# INSTRUCTIONS FOR THE TASK
Return a copy of every line in the records that includes the word "function".

# RECORDS SHOWN
------

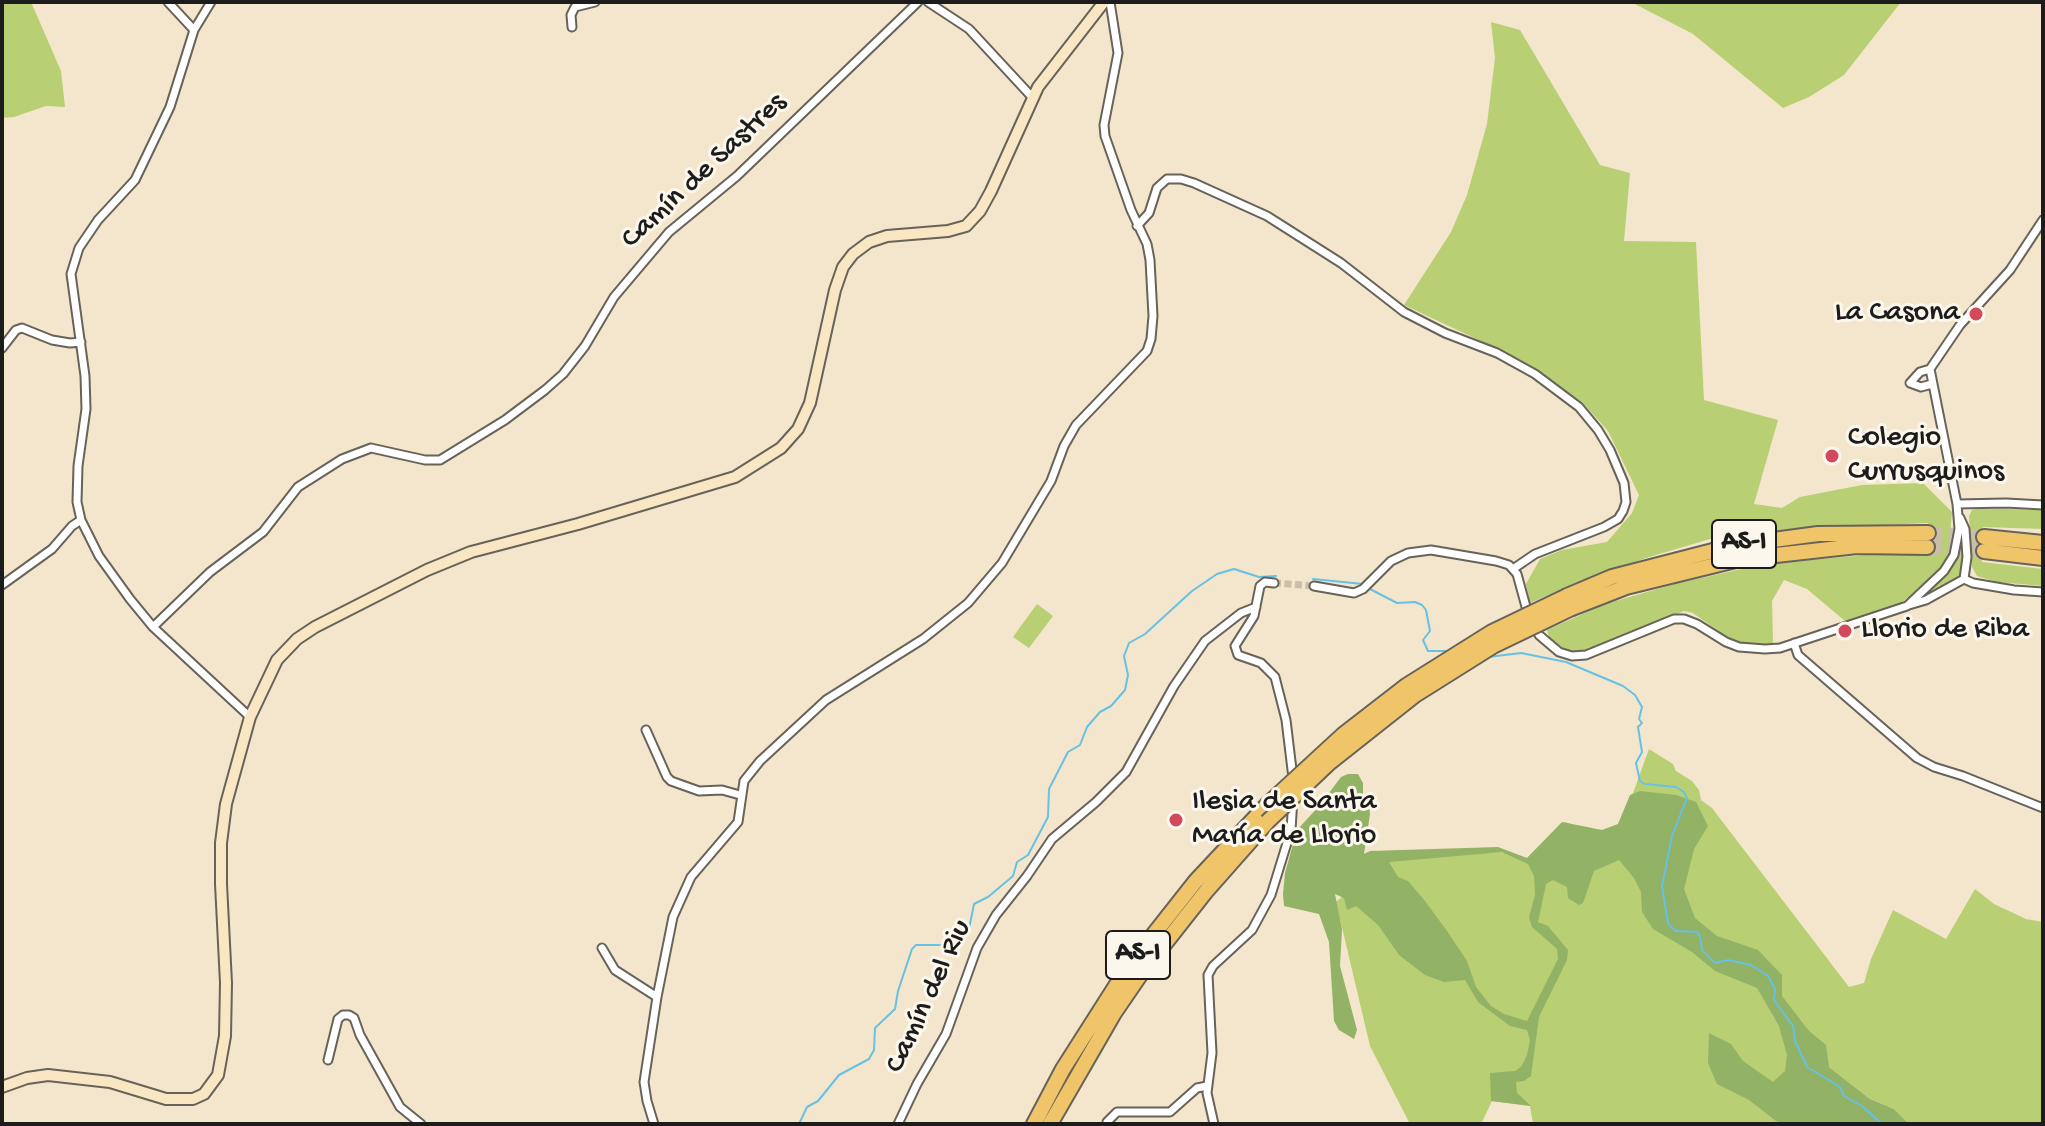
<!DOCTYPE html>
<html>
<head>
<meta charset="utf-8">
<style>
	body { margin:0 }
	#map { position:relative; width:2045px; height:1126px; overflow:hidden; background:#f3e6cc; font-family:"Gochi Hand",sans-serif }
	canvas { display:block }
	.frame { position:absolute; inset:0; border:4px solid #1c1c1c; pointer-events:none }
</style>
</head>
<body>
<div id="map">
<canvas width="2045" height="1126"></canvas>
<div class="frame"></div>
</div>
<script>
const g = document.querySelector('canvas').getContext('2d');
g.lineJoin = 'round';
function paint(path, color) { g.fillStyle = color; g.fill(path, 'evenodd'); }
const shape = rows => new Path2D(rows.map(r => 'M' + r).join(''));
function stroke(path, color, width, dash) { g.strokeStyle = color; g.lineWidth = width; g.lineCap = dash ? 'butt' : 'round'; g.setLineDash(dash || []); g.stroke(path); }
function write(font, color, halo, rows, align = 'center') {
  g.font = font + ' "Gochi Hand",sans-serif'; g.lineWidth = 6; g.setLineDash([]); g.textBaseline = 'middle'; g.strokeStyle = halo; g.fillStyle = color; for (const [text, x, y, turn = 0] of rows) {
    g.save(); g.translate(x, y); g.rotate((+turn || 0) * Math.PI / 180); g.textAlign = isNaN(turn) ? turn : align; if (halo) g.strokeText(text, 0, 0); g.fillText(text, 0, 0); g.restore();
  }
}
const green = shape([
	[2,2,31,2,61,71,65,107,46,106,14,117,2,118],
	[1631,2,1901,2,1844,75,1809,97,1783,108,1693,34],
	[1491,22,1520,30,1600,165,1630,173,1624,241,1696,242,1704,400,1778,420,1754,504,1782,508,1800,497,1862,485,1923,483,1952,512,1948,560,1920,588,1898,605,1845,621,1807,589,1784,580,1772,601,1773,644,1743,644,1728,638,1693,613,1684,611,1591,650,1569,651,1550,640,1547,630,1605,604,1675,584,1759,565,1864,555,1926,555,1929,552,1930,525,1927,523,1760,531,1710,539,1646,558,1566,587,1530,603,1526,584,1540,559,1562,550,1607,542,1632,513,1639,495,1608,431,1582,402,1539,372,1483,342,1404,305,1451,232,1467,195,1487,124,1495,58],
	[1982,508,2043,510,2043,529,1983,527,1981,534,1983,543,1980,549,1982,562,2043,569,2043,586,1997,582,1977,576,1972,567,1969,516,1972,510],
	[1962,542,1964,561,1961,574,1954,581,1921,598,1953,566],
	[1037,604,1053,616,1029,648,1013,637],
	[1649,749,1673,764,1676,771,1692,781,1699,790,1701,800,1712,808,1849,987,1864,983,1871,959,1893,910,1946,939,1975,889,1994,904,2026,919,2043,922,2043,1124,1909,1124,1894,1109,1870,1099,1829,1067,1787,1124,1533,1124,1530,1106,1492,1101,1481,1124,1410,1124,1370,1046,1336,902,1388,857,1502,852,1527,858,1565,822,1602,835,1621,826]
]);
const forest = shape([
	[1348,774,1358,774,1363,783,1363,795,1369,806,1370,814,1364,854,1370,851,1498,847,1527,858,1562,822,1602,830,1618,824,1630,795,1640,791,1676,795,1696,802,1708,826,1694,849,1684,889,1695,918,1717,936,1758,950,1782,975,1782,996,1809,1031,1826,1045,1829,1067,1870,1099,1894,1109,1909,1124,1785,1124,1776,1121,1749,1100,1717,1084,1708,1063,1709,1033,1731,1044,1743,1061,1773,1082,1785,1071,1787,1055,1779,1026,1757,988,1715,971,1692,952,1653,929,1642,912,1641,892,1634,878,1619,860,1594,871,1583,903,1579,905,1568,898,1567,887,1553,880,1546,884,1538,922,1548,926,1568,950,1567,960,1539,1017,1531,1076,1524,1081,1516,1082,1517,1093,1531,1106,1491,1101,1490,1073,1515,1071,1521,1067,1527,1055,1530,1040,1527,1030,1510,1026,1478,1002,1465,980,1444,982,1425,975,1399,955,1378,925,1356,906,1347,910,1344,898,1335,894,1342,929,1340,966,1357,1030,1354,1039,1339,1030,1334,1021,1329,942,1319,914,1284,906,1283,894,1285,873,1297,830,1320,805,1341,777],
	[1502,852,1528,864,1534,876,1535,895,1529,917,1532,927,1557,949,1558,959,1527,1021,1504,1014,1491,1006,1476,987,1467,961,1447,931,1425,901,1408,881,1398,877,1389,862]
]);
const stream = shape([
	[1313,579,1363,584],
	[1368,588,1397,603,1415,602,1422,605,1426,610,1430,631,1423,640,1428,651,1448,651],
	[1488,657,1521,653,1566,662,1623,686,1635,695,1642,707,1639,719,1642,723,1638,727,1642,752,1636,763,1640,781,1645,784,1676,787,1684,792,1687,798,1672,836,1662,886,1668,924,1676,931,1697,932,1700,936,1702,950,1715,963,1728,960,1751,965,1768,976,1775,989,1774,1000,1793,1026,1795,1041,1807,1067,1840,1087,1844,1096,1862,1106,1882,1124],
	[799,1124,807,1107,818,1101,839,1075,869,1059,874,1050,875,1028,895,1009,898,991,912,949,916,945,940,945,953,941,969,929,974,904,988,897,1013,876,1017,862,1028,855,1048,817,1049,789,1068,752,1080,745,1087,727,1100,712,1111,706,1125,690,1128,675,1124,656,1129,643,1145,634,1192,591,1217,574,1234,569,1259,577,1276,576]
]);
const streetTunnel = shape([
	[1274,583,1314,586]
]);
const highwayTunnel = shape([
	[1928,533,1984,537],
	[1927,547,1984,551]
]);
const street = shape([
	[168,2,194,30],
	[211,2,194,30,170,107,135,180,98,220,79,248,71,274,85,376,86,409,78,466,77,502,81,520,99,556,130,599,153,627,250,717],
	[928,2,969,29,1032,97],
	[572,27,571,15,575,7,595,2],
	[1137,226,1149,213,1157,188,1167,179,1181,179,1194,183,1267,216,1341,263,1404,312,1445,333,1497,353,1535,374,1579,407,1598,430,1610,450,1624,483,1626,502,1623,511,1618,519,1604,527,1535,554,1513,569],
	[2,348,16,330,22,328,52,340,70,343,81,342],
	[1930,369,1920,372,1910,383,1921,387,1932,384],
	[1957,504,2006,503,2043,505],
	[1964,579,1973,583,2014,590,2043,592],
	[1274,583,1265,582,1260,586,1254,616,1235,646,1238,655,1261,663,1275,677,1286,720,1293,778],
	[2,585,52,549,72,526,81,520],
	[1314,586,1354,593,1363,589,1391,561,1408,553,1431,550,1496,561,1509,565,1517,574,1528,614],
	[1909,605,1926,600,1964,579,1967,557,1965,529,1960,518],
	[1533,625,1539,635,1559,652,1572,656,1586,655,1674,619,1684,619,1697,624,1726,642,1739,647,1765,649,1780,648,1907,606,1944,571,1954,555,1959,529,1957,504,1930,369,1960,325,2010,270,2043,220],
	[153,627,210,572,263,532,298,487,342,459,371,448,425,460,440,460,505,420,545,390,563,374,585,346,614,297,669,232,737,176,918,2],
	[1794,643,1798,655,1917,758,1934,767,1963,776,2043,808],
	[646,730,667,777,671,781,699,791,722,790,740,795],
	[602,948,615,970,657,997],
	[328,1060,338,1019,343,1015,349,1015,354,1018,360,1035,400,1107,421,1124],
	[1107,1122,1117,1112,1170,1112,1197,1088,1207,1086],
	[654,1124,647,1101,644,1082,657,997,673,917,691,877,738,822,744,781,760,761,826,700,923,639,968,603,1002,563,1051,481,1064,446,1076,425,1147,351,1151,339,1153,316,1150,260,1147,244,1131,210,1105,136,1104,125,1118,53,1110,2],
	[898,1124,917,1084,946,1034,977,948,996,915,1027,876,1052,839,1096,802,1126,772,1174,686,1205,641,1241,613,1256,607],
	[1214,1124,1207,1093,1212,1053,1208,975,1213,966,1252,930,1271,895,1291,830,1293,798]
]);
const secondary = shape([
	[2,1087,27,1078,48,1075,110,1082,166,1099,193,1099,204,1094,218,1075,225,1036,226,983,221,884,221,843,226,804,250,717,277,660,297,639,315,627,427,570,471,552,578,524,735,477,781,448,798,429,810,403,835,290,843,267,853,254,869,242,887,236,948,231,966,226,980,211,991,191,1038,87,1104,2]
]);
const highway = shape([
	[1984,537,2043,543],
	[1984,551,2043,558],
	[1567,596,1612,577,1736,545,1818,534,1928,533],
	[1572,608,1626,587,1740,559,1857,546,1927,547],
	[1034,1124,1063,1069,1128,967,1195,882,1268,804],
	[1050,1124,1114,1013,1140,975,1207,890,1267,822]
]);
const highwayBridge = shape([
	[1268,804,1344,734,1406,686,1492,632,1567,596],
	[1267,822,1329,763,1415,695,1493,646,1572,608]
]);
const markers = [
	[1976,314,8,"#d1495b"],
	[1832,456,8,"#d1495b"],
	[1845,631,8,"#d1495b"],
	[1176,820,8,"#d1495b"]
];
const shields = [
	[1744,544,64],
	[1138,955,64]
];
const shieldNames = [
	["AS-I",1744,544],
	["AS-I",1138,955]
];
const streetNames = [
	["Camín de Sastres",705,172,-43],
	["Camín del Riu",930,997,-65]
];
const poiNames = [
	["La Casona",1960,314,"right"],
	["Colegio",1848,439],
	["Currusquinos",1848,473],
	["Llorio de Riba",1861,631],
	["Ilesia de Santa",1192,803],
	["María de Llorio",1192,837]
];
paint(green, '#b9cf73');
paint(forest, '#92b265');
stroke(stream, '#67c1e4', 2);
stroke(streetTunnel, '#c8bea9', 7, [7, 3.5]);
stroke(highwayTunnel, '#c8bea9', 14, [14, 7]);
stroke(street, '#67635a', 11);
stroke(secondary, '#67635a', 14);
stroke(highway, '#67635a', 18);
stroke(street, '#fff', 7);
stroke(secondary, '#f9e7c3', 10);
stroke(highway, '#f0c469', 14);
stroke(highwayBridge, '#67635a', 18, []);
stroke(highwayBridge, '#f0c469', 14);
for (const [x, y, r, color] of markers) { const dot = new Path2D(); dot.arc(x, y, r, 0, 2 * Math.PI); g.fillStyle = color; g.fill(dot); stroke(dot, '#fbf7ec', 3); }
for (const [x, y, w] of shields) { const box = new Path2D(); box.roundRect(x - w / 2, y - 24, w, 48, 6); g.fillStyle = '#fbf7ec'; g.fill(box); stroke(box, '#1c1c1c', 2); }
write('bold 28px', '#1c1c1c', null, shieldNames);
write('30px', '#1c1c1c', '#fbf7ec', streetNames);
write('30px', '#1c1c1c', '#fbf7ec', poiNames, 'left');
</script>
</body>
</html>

------

# RESULT OF THE EXERCISE
function paint(path, color) { g.fillStyle = color; g.fill(path, 'evenodd'); }
function stroke(path, color, width, dash) { g.strokeStyle = color; g.lineWidth = width; g.lineCap = dash ? 'butt' : 'round'; g.setLineDash(dash || []); g.stroke(path); }
function write(font, color, halo, rows, align = 'center') {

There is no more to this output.